We present a new method of wearable continuous blood pressure measurement and develop a wearable device that is convenient to wear (like a wristwatch). Utilizing two PPG sensors on the palmar and dorsal sides of the wrist and removing the effect of personal factors by differential operation to detect the cardiac output and combining the interface sensors to detect the wearing contact pressure and skin temperature, continuous blood pressure can be estimated using a simple double-hidden-layer neural network. The model generalizability across individuals has been validated, and the estimation error with LOSO is 0.44 ± 6.00 mmHg for SBP and -0.50 ± 6.20 mmHg for DBP. Compared with other methods, our method achieves better measurement accuracy with good generalization ability. Benefiting from simple wristwatch design and low computational load, our wearable device provides an advantageous solution for continuous BP measurement and greatly enhances the potential for an early finding of patient deterioration.

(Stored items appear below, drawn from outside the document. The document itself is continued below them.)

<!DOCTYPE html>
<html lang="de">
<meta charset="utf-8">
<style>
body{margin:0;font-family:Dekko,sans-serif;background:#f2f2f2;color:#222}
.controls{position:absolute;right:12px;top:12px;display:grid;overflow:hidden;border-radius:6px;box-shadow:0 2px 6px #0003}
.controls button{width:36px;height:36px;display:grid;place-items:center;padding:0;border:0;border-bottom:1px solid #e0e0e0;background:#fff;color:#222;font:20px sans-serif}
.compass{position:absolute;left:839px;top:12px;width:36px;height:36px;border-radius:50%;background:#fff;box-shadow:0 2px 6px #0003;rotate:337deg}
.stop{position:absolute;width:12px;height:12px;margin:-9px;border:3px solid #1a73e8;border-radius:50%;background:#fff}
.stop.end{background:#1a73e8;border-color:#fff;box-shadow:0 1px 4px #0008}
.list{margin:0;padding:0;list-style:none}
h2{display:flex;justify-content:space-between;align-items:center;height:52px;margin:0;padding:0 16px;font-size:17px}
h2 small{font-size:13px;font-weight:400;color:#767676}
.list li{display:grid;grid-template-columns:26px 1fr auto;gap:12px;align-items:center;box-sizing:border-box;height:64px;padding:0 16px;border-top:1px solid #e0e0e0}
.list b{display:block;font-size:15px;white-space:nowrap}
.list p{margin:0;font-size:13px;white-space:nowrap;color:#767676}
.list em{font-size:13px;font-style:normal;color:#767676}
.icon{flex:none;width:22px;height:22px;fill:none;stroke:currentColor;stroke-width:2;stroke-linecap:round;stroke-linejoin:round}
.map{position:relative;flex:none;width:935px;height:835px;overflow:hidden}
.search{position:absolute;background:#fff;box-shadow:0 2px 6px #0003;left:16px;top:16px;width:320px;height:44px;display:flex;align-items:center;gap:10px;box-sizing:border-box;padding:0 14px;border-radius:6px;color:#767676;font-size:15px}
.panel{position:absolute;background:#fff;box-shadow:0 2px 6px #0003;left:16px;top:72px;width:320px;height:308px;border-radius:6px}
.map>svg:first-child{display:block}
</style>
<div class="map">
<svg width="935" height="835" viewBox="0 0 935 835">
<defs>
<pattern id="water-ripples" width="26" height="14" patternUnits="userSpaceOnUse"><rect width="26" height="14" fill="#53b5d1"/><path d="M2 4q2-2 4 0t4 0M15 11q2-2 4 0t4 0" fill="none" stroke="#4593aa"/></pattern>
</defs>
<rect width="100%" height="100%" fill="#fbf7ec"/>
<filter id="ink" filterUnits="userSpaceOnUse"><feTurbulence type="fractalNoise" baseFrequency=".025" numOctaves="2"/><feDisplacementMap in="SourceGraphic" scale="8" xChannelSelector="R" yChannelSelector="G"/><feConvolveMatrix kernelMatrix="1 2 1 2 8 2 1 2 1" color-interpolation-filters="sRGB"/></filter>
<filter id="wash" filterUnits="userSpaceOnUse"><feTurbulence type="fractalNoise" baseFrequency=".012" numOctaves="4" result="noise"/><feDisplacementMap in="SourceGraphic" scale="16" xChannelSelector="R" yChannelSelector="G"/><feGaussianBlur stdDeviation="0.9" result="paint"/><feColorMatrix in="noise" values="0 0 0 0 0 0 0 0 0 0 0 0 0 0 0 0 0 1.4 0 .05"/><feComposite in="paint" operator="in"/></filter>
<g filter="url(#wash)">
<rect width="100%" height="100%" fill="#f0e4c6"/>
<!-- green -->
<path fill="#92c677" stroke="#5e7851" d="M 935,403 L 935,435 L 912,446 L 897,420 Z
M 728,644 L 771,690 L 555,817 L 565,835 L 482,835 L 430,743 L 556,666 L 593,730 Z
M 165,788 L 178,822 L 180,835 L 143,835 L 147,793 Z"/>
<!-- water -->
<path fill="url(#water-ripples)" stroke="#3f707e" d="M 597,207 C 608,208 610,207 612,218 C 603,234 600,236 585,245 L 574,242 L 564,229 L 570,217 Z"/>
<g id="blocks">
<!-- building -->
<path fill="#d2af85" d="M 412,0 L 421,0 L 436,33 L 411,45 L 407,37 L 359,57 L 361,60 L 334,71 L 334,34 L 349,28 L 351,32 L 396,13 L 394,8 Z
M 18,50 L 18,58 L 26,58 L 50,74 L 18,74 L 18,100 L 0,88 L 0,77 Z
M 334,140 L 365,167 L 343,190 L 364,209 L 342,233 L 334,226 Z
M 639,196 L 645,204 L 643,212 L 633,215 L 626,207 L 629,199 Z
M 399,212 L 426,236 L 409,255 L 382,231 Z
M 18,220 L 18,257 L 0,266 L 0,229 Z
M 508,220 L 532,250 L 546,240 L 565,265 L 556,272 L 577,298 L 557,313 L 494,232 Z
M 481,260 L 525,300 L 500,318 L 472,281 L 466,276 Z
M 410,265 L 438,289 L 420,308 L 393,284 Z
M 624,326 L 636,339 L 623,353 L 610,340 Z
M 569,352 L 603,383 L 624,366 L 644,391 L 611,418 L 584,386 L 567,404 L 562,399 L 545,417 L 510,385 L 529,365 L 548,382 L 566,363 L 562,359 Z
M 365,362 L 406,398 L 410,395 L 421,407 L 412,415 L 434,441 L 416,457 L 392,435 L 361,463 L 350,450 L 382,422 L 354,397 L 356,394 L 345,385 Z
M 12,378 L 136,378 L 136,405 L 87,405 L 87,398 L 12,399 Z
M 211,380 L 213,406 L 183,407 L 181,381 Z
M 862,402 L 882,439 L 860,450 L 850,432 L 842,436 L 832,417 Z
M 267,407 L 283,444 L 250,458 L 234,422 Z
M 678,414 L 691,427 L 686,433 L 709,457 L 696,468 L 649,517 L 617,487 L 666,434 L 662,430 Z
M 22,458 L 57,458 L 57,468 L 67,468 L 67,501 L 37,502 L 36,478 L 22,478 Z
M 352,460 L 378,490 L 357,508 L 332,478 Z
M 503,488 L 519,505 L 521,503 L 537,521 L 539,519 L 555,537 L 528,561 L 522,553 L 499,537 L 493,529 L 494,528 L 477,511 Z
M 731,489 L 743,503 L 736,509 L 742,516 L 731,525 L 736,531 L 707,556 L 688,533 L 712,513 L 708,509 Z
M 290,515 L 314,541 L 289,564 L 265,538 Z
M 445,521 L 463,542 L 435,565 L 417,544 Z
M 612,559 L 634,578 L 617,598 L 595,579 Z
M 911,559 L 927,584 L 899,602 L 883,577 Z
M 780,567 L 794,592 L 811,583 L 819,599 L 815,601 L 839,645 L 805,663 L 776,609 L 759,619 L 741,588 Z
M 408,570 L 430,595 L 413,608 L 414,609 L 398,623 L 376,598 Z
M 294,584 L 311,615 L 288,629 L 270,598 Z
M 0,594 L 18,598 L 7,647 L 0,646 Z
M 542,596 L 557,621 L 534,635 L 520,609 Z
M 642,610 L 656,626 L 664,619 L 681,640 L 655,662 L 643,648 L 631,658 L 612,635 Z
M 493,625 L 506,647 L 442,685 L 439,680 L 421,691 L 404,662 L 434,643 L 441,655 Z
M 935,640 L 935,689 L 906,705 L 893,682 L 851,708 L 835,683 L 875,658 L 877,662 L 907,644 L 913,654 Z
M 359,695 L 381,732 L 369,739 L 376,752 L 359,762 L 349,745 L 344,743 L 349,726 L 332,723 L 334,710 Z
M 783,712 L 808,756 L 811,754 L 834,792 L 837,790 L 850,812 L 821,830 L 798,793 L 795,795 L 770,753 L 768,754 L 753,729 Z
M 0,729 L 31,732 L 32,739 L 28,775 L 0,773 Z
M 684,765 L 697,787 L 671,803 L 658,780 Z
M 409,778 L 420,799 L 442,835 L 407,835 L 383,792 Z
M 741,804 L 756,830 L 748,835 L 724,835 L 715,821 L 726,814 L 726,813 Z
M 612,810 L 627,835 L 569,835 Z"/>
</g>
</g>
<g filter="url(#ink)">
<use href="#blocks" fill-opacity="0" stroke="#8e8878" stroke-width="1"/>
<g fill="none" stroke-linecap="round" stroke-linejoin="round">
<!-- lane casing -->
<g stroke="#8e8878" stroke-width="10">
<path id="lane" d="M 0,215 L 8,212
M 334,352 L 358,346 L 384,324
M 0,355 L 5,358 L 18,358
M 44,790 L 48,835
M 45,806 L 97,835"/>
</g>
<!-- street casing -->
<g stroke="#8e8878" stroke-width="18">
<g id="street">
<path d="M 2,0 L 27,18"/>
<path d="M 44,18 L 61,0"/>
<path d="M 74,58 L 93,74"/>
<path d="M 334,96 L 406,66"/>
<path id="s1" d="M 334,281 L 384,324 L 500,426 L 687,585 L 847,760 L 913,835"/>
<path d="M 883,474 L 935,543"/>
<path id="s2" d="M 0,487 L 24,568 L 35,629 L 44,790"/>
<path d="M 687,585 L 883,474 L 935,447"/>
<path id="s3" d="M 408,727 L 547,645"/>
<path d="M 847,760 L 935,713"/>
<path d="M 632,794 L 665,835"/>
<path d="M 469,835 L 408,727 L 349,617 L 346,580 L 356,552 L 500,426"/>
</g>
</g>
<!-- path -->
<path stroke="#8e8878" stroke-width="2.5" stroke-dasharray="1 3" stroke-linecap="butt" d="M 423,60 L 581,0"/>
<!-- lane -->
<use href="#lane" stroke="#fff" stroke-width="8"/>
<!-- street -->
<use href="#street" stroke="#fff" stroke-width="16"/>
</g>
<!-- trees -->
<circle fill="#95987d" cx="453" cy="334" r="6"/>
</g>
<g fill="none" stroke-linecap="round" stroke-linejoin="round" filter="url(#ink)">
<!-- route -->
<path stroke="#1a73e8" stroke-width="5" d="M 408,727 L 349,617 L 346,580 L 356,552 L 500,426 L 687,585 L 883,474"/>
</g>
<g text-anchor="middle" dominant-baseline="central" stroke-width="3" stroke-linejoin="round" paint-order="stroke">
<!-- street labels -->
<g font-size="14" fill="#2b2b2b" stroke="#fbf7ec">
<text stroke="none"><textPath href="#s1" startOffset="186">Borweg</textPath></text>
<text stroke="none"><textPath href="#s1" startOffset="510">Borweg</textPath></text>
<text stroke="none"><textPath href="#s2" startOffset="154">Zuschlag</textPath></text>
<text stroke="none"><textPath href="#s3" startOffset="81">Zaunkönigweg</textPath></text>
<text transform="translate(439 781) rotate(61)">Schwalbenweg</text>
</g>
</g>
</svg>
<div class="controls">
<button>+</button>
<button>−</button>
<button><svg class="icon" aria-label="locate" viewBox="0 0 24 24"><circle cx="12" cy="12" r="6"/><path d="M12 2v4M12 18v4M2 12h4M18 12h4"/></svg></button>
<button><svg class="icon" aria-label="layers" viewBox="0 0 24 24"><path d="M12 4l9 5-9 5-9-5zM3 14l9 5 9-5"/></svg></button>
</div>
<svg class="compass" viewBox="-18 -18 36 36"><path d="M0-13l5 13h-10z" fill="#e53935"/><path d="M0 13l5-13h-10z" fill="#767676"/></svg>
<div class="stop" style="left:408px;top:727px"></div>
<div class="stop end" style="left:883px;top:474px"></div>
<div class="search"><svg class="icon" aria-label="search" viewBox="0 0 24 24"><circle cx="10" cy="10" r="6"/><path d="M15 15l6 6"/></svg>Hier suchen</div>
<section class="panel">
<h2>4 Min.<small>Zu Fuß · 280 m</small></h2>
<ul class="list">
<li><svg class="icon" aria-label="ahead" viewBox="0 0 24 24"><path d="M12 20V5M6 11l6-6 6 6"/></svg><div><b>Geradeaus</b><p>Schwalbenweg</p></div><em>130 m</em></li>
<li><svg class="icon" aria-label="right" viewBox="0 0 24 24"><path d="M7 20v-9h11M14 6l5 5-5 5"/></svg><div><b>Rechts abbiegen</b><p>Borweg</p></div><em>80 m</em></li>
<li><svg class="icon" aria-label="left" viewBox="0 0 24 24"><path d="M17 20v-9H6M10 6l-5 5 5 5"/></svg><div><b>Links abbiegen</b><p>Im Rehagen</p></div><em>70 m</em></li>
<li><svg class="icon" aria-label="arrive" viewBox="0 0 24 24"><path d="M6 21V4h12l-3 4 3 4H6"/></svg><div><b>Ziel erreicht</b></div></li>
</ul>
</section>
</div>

In our future work, we will further improve the following aspects of this wearable device. In terms of the sensor system, we will further optimize its structural design to improve conformity with skin and eliminate environmental interference with PPG sensors. In terms of the algorithm performance, we will further investigate the data-fusion algorithm with optimally extracted features to improve the estimation accuracy for DBP. In addition, the application scenarios considering human exercise and sweating will be further studied in our future work.

Experiments performed in this study involving human participants were approved by the Institution Review Board of Tsinghua University (No. 20180009). Informed consent was obtained from human subjects to use their images and conduct the experiments described in this paper.